#How to achieve this using django orm?

12 messages · Page 1 of 1 (latest)

brisk trellis
#

Assume we have table Discussion and a table Message. Message has columns: id, created_at, text, author, discussion_id. Discussion has columns: id, created_at, participant1, participant2. For a given user, how can you create a queryset of the discussions sorted in their recent-ness. The recent-ness of a discussion is defined by the maximum created_at of the discussion of the latest message in this discussion.

Now, is there a way to do this WITHOUT SUBQUERIES and such that I can access the latest_message as if it was a one-to-one model of discussion (which means that I could access the message text by doing: discussion.latest_message.text AND NOT discussion.latest_message_text [which wouldve been annotated to the request]).

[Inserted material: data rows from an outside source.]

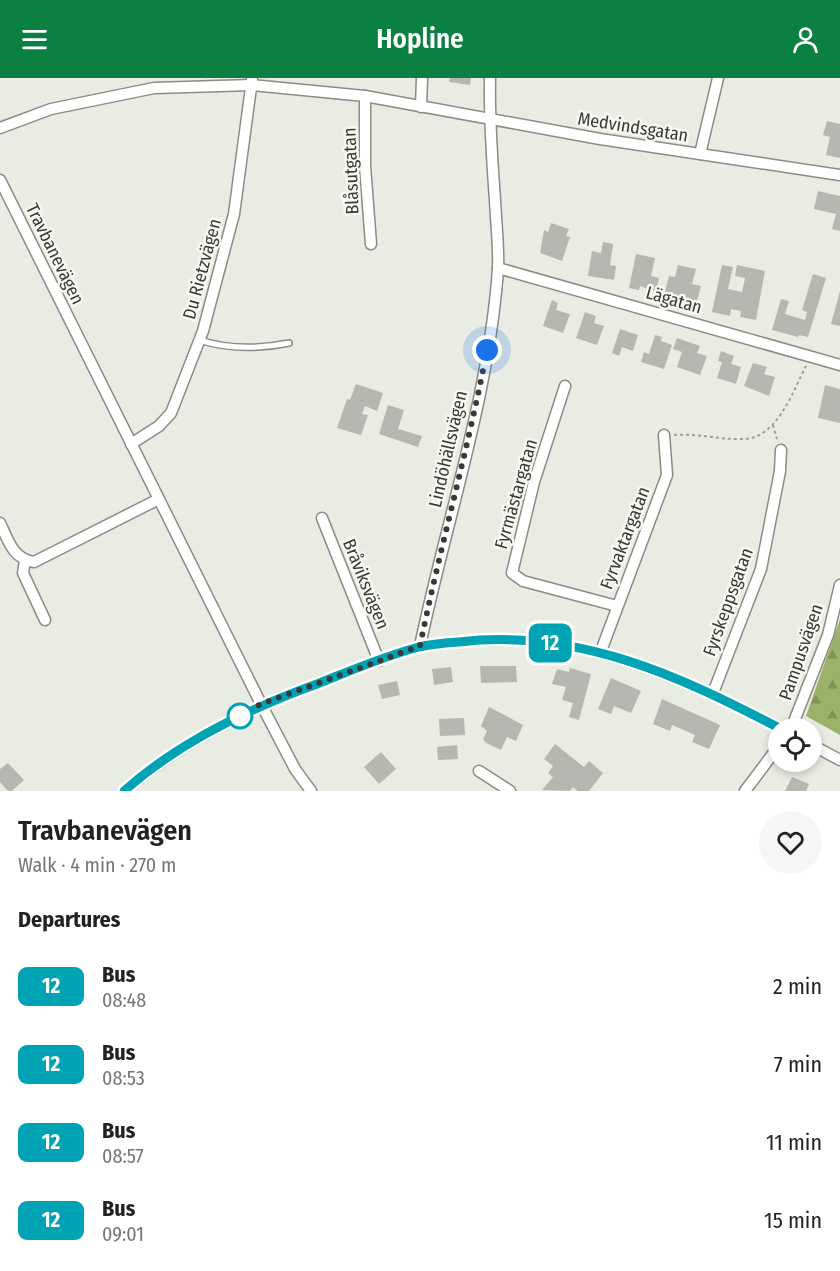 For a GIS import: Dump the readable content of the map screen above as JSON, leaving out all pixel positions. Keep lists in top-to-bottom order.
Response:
{
  "streets": {
    "street": [
      "Medvindsgatan",
      "Blåsutgatan",
      "Travbanevägen",
      "Du Rietzvägen",
      "Lägatan",
      "Lindöhällsvägen",
      "Fyrmästargatan",
      "Fyrvaktargatan",
      "Bråviksvägen",
      "Fyrskeppsgatan",
      "Pampusvägen"
    ]
  },
  "crossings": [
    ["Medvindsgatan", "Blåsutgatan"],
    ["Medvindsgatan", "Du Rietzvägen"],
    ["Medvindsgatan", "Lindöhällsvägen"],
    ["Travbanevägen", "Du Rietzvägen"],
    ["Lägatan", "Lindöhällsvägen"],
    ["Fyrmästargatan", "Fyrvaktargatan"]
  ],
  "lines": ["bus line 12"],
  "page": {
    "header": "Hopline",
    "on_map": "12",
    "heading": [
      ["Travbanevägen", "Walk · 4 min · 270 m"],
      "Departures"
    ],
    "list": [
      {
        "mark": "12",
        "name": "Bus",
        "note": "08:48",
        "value": "2 min"
      },
      {
        "mark": "12",
        "name": "Bus",
        "note": "08:53",
        "value": "7 min"
      },
      {
        "mark": "12",
        "name": "Bus",
        "note": "08:57",
        "value": "11 min"
      },
      {
        "mark": "12",
        "name": "Bus",
        "note": "09:01",
        "value": "15 min"
      }
    ]
  }
} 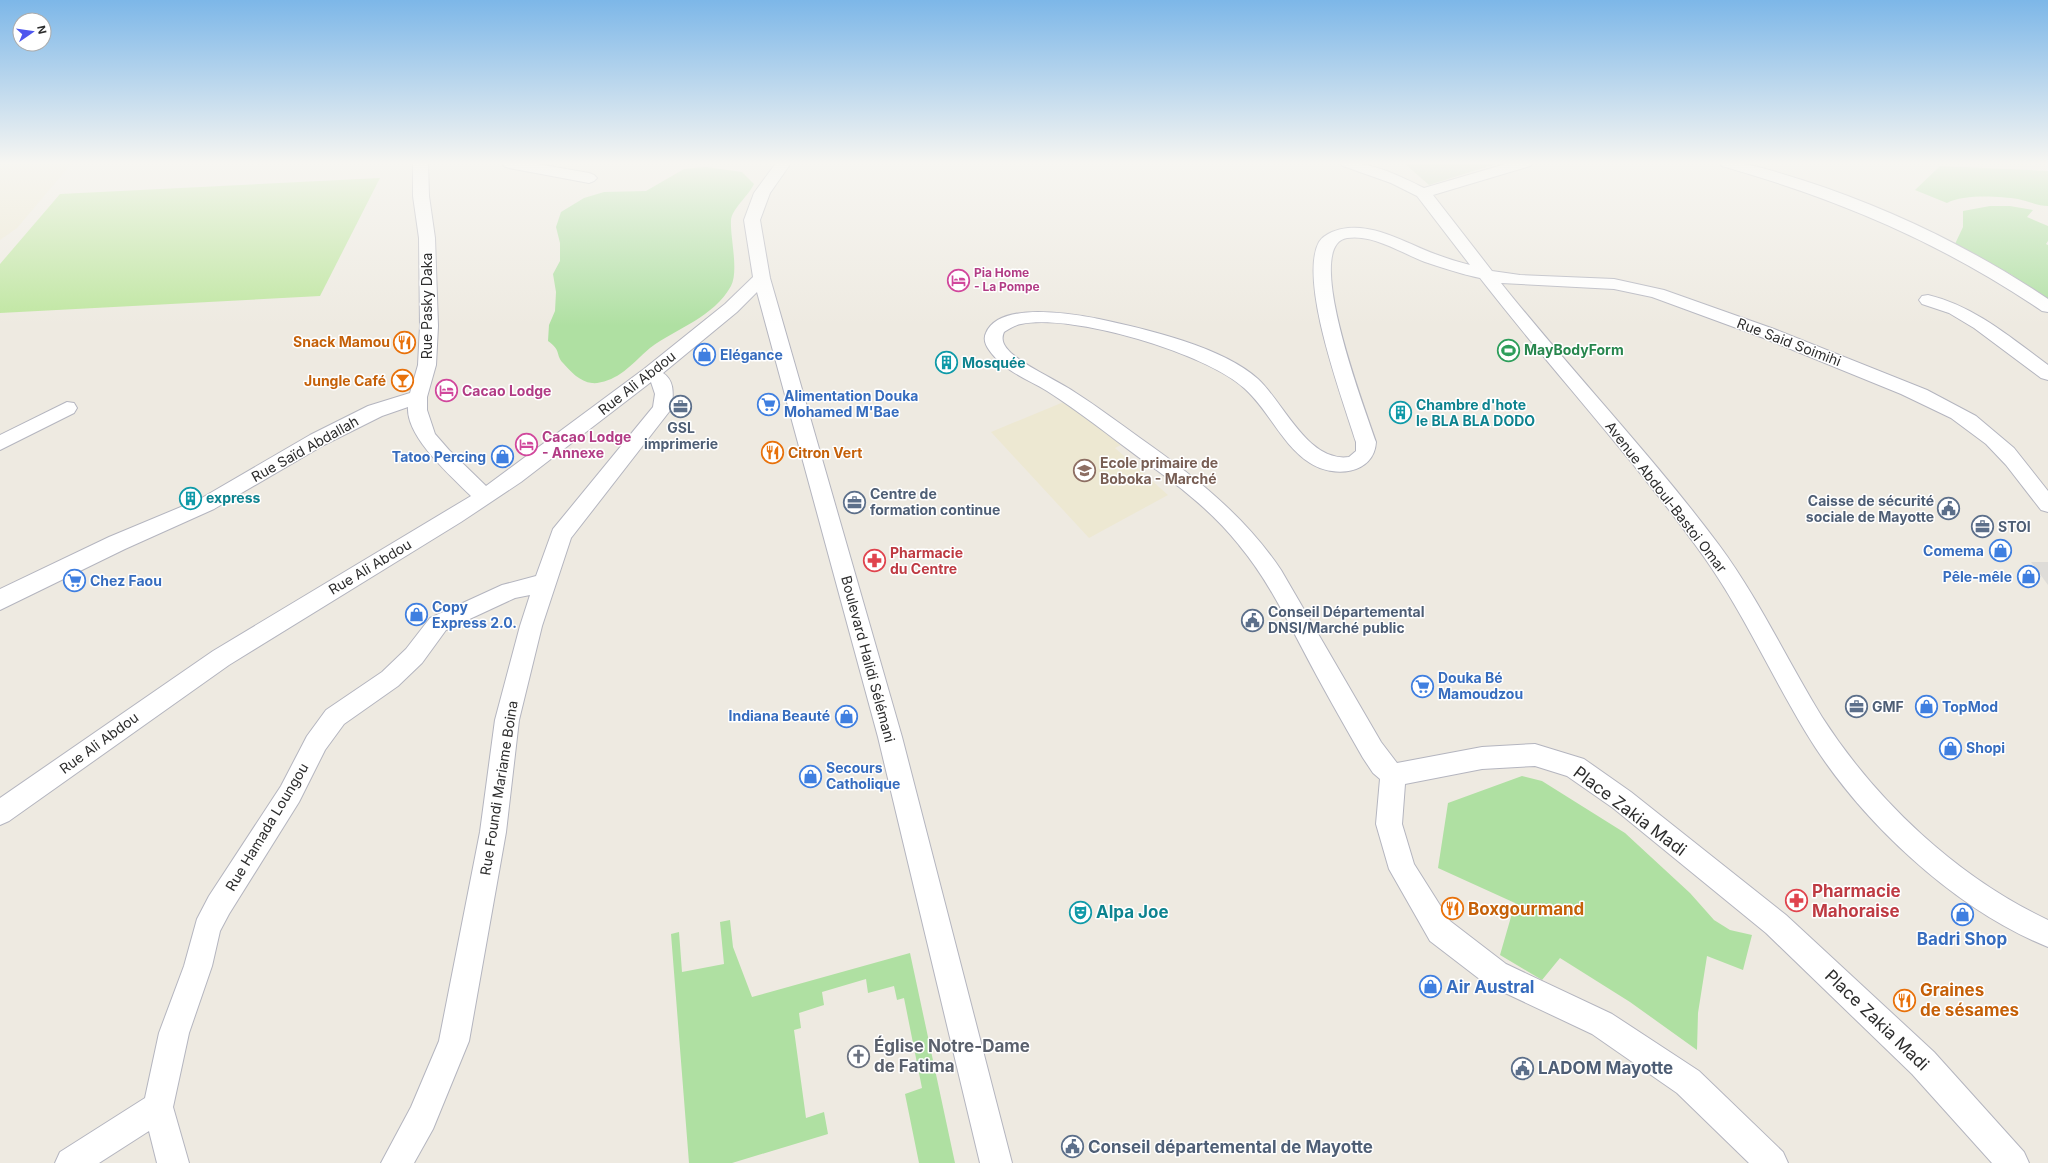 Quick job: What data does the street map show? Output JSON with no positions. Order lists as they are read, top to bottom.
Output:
{
  "streets": {
    "street": [
      "Rue Pasky Daka",
      "Rue Said Soimihi",
      "Rue Ali Abdou",
      "Rue Saïd Abdallah",
      "Avenue Abdoul-Bastoi Omar",
      "Boulevard Halidi Sélémani",
      "Rue Foundi Mariame Boina",
      "Place Zakia Madi",
      "Rue Hamada Loungou"
    ]
  },
  "crossings": [
    ["Rue Pasky Daka", "Rue Ali Abdou"],
    ["Rue Pasky Daka", "Rue Saïd Abdallah"],
    ["Rue Said Soimihi", "Avenue Abdoul-Bastoi Omar"],
    ["Rue Said Soimihi", "Place Zakia Madi"],
    ["Rue Ali Abdou", "Boulevard Halidi Sélémani"],
    ["Rue Ali Abdou", "Rue Foundi Mariame Boina"],
    ["Rue Foundi Mariame Boina", "Rue Hamada Loungou"]
  ],
  "places": {
    "hotel": ["Pia Home - La Pompe", "Cacao Lodge", "Cacao Lodge - Annexe"],
    "restaurant": [
      "Snack Mamou",
      "Citron Vert",
      "Boxgourmand",
      "Graines de sésames"
    ],
    "sports": ["MayBodyForm"],
    "shop": [
      "Elégance",
      "Tatoo Percing",
      "Comema",
      "Pêle-mêle",
      "Copy Express 2.0.",
      "TopMod",
      "Indiana Beauté",
      "Shopi",
      "Secours Catholique",
      "Badri Shop",
      "Air Austral"
    ],
    "building": ["Mosquée", "Chambre d'hote le BLA BLA DODO", "express"],
    "bar": ["Jungle Café"],
    "supermarket": ["Alimentation Douka Mohamed M'Bae", "Chez Faou", "Douka Bé Mamoudzou"],
    "office": [
      "GSL imprimerie",
      "Centre de formation continue",
      "STOI",
      "GMF"
    ],
    "school or university": ["Ecole primaire de Boboka - Marché"],
    "public building": [
      "Caisse de sécurité sociale de Mayotte",
      "Conseil Départemental DNSI/Marché public",
      "LADOM Mayotte",
      "Conseil départemental de Mayotte"
    ],
    "pharmacy": ["Pharmacie du Centre", "Pharmacie Mahoraise"],
    "theatre": ["Alpa Joe"],
    "church": ["Église Notre-Dame de Fatima"]
  },
  "north": "right"
} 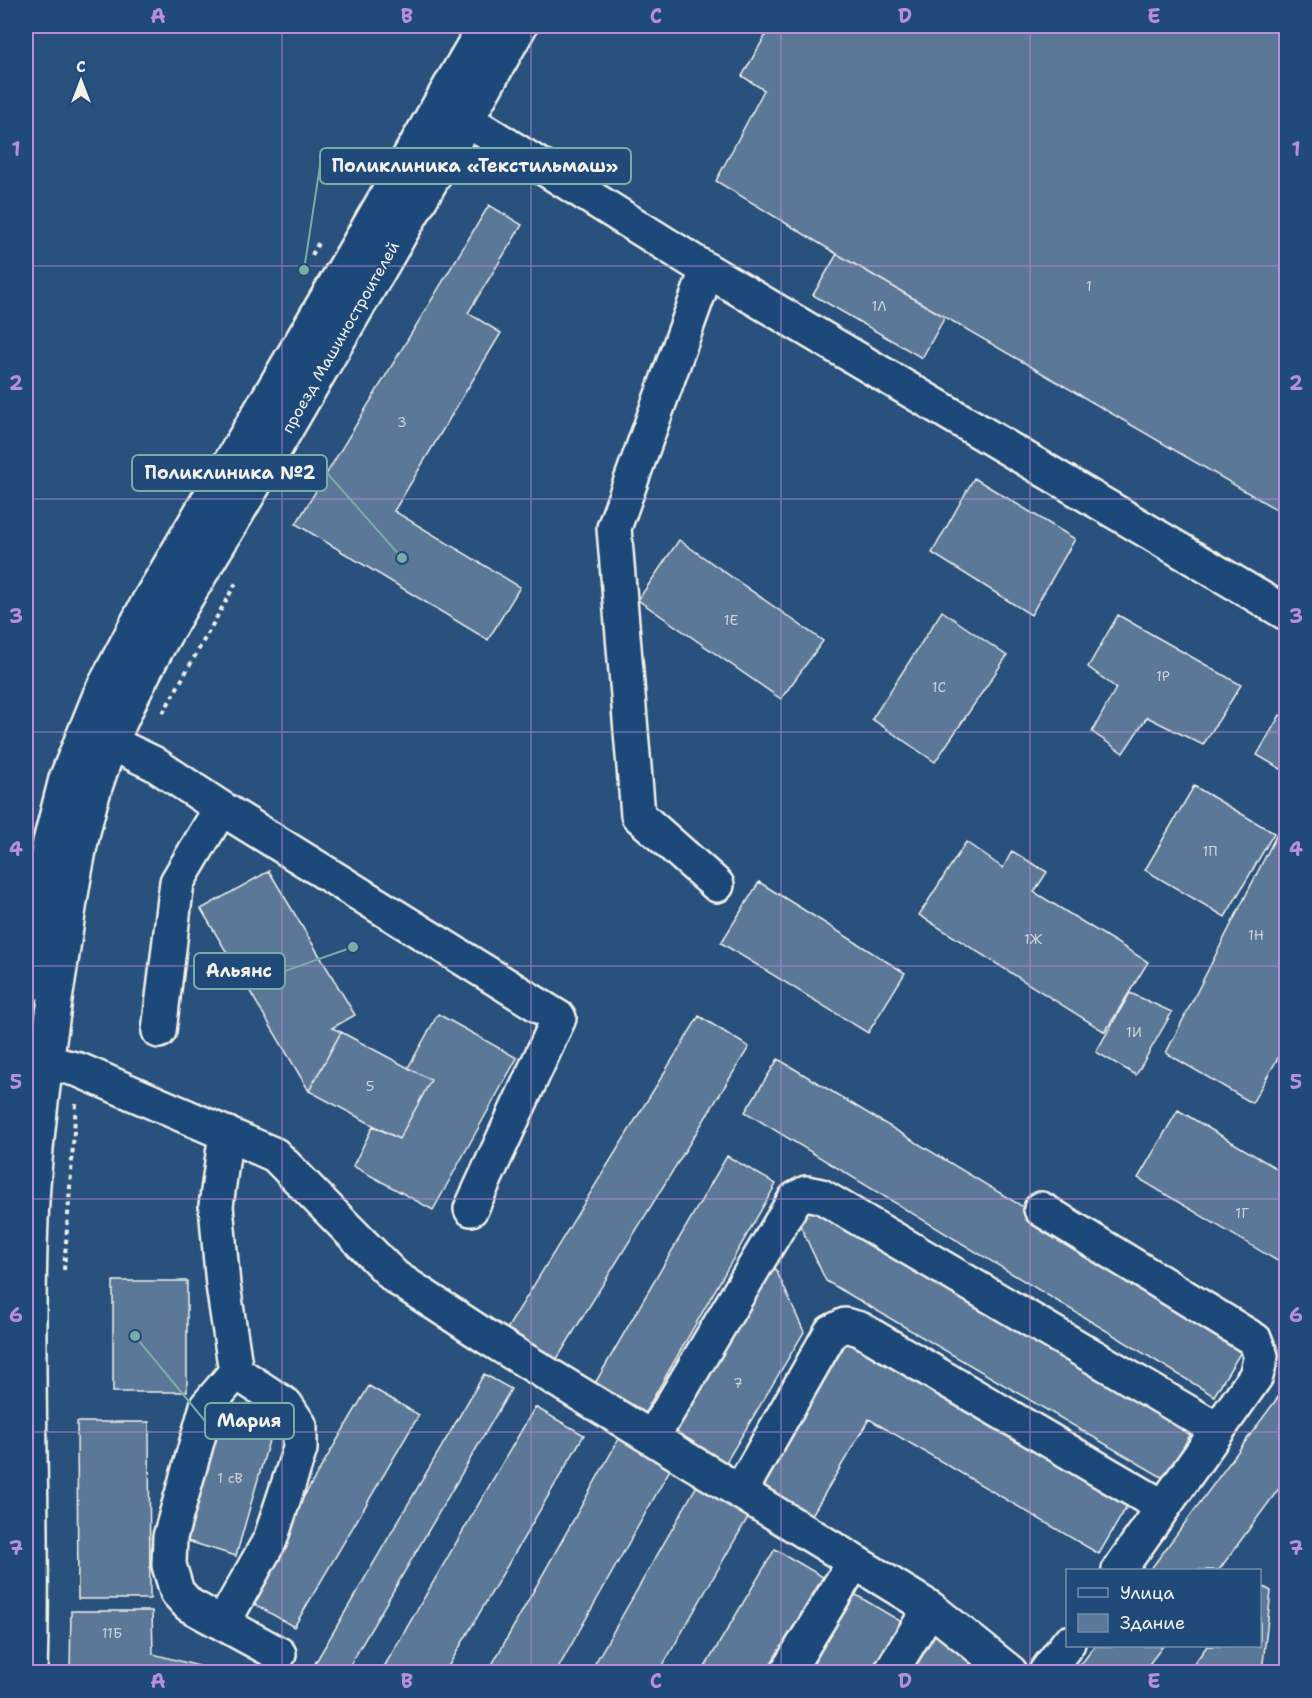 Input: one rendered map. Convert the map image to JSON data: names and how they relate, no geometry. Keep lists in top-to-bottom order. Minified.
{"streets":{"main road":["проезд Машиностроителей"]},"places":["Поликлиника «Текстильмаш»","Поликлиника №2","Альянс","Мария"],"house_numbers":["1","1Л","3","1Е","1Р","1С","1П","1Н","1Ж","1И","5","1Г","7","1 сВ","11Б"],"legend":["Улица","Здание"],"north":"top","grid":{"columns":["A","B","C","D","E"],"rows":["1","2","3","4","5","6","7"]}}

Here is what I came up with so far:

Discussion.objects.annotate(
        latest_message_date=Max('message__created_at'),  # Using reverse relation from Discussion to Message
        latest_message_text=Max('message__text'), # Somehow retrieves the text of the latest_message
        latest_message_author=Max('message__author__username')
    ).annotate(
        recent_date=Greatest(
            'created_at',
            F('latest_message_date')
        )
    ).filter(
        Q(participant1=user) | Q(participant2=user)
    ).order_by('-recent_date')

It works well but I was wondering if there was a way to somehow assign latest_message to the model of message instead of annotating every single field. I can survive without it, its just good to know.

elder ridge
#

I would use a JSONObject https://docs.djangoproject.com/en/5.1/ref/models/database-functions/#jsonobject

So your query would look something like:

Discussion.objects.annotate(
        latest_message=JSONObject(
              date=Max('message__created_at'),  # Using reverse relation from Discussion to Message
              text=Max('message__text'), # Somehow retrieves the text of the latest_message
              author=Max('message__author__username')
        )
    ).annotate(
        recent_date=Greatest(
            'created_at',
            F('latest_message__date')
        )
    ).filter(
        Q(participant1=user) | Q(participant2=user)
    ).order_by('-recent_date')
#

(Disclaimer: not tested)

brisk trellis
#

I get what you propose but my objective is to be able to access any attribute of message even if there are 1000 of them without writing each of them in the query. Also, what if I wanted to call a managers method on the latest_message. For instance, what if I wanted to do: discussion.latest_object.objects.random_manager_method().

elder ridge
#

In that case, I would probably just add a one to one field to the one of the models and have some code update that relationship when a new message get's created for that discussion.

brisk trellis
#

Yeah I guess, the only problem with this approach is that it adds complexity and creates redundancy. I guess what I want to achieve isnt possible using django orm

elder ridge
#

Well it is possible... but possibly not without the restrictions you are putting on yourself, but I obviously don't have the full context. Also why no to subqueries?

brisk trellis
#

The reason I want dont want subqueries is that, from what I understood, in my case, it would mean running the subquery on every row which is not performant especially for very large table. For instance, I could annotate a subquery that gets the latest message of each discussion but if I have 1 million discussions, it would run this subquery a million times.

#

What I would love is to have something like this:

Discussion.objects.annotate(
        latest_message=GetFirst(related_object='message', order_by='-created_at')
    ).annotate(
        recent_date=Greatest(
            'created_at',
            F('latest_message__created_at')
        )
    ).filter(
        Q(participant1=user) | Q(participant2=user)
    ).order_by('-recent_date')

where GetFirst would be a function where you specify the related_object and the way to order it. The difference with a subquery is that the related object would have to be a foreign field. This would allow the engine to format the query as a join query instead of a subquery which could be less efficient.

pallid valley
#

If you put an index on message.created_at it's going to be a long time before you notice a performance issue. @elder ridge's suggestion is great and reflects a common pattern in NoSQL databases, but you're right it is redundant.

brisk trellis
#

Im not sure I understand how the index would help here. From what I understand, indexing could help by providing sorting order based on the key in question. However, Im not trying to find the most recent messages overall, but rather the most recent message within each conversation.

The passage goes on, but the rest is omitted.